Dans un cadre d’exception et chargé d’histoire, entouré par la monumentale toile marouflée du Bois Sacré de Puvis de Chavannes, le chef d’orchestre Benoît Reeves s’en donne à cœur joie pour interpréter avec brio des chansons aussi entraînantes que pénétrantes, issue d’un répertoire varié s’échelonnant sur pas moins de quatre siècles : après une intervention remarquablement saluée de l’astrophysicien Hubert Reeves qui, avec poésie et douceur, relie le son interstellaire à la musique des astres visée par les plus grands musiciens dans leur quête de l’absolu divin, place à la conquête des étoiles à proprement parler par la Clef des Chants Ensemble !

Le programme concocté est on ne peut plus éclectique : d’abord strictement classique, avec notamment Puccini et Mozart, le concert se poursuit avec des morceaux de groupes plus récents, à l’image de Queen, Coldplay, Téléphone, et bien d’autres, en prenant soin d’alterner chansons rapides et plus lentes. Dans les deux registres, la vivacité des chanteurs est palpable. Qu’il s’agisse des choristes ou des solistes au timbre exquis et délicat, l’enthousiasme et le dynamisme ne laissent pas de charmer l’auditoire par des accents purs et envoûtants. La disposition des choristes selon leur tessiture s’avère bénéfique du point de vue de la perception sonore, grâce aux canons et jeux rythmiques opérés par le chef d’orchestre, vrai maestro à cette occasion. Scandant les rythmes des différents morceaux, les chanteurs dansent à l’unisson, créant dès lors une harmonie visuelle comme sonore. Ils exécutent même un véritable ballet de lumière à l’aide de leurs bracelets colorés et d’accessoires judicieusement choisis et brandis fort à propos, en communion avec la salle, elle aussi pourvue en cerceaux teintés pour répondre à l’ensemble choral et ainsi participer à cette soirée musicale.

Quand la musique des sphères s’élève donc jusqu’au plafond de ce grandiose amphithéâtre, le ravissement des spectateurs se manifeste par un bien-être général et des sourires conquis sur les visages de tous : c’est bien le paradis que les douces voix angéliques de la Clef des Chants Ensemble ont fait écouter ce soir-là au public !

Marianne Bouyssarie

Ce soir, le grand amphithéâtre de la Sorbonne n’accueille pas une grande conférence de chercheurs et professeurs… mais se prépare pour une soirée enflammée, où une foule de parents enthousiastes, de curieux et d’autres amateurs de musique s’installent sur les rangs. En effet, la chorale la Clef des chants ensemble accompagnée de l’orchestre McFly  Orchestra ont investi les lieux pour nous donner un concert au pari fou : réunir le temps d’un concert Bach et Coldplay sous les yeux attentifs et sévères de Pascal, Descartes ou en encore Richelieu.
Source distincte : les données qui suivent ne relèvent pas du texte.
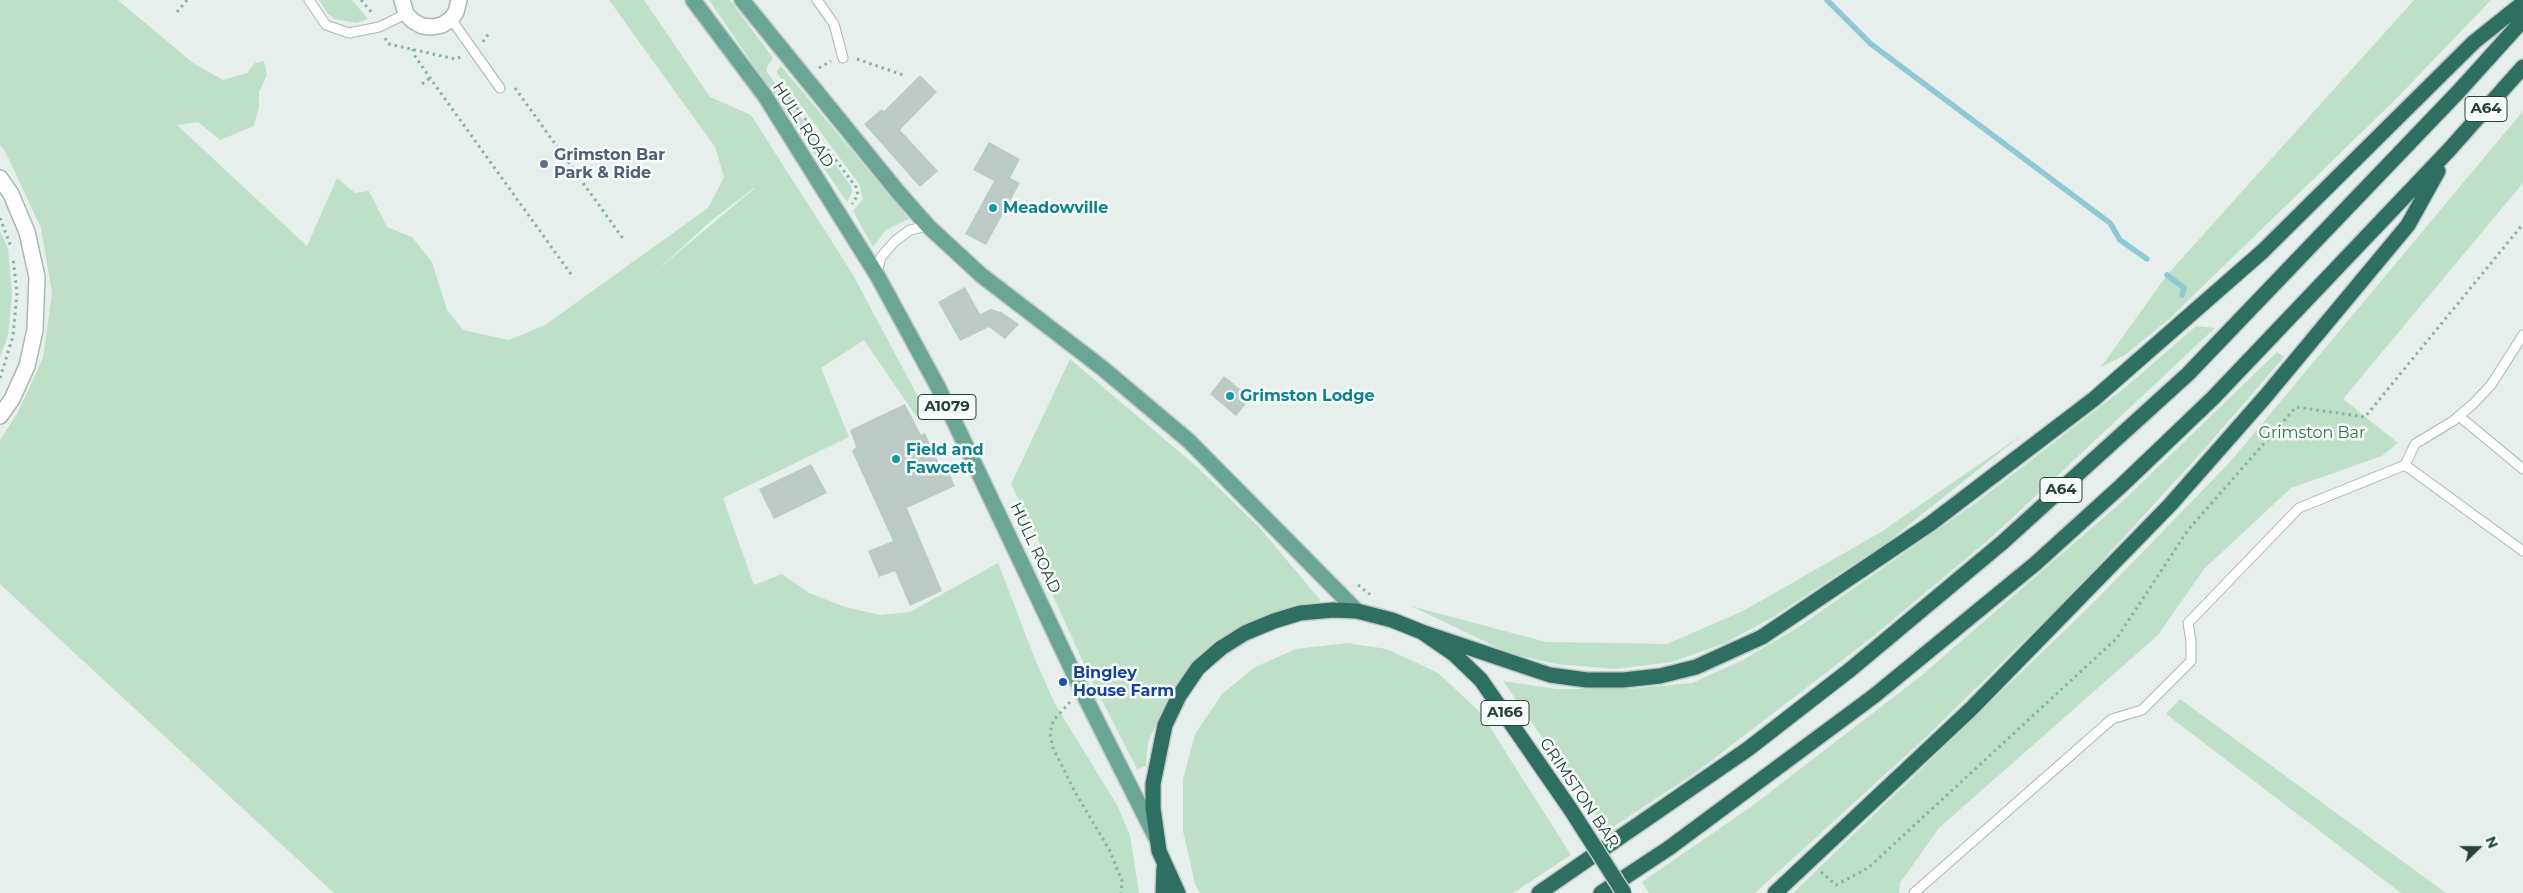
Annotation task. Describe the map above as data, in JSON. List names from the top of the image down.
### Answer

La chorale est une association parisienne, inter-universitaire, ouverte à tous,  et elle connaît  bien la Sorbonne puisqu’elle y répète souvent ainsi qu’à l’UPMC ( Université Pierre Marie Curie). Les chanteurs sont de tout âges, plus de filles que de garçons tout de même, plusieurs solistes ont prêté leur voix durant le concert, dont notamment le ténor soliste Shi Qiu, qui malgré un visage sévère et un air conscrit nous conquis par sa voix. L’orchestre regroupe des professionnels dont notamment Güray Basol au piano et également des étudiants de troisième cycle au conservatoire. Comme chef d’orchestre, nous avons eu le plaisir de recevoir Benoît Reeves, canadien originaire de Montréal, qui dirigea son orchestre et musiciens avec passion. Il était accompagné de son père Hubert Reeves qui nous présenta l’ensemble. Le père et le fils ont souvent travaillé ensemble notamment en tant que médiateurs scientifiques. D’ailleurs, Hubert Reeves enflammé par son discours, se perdit en digressions pour nous expliquer le lien peu évident de prime abord entre l’astronomie et la musique, débutant son discours par une question rhétorique quelque peu déconcertante « est-ce que les étoiles font de la musique ? » à laquelle il s’empressa de répondre « bien entendu non, elles ne font que du bruit ! ».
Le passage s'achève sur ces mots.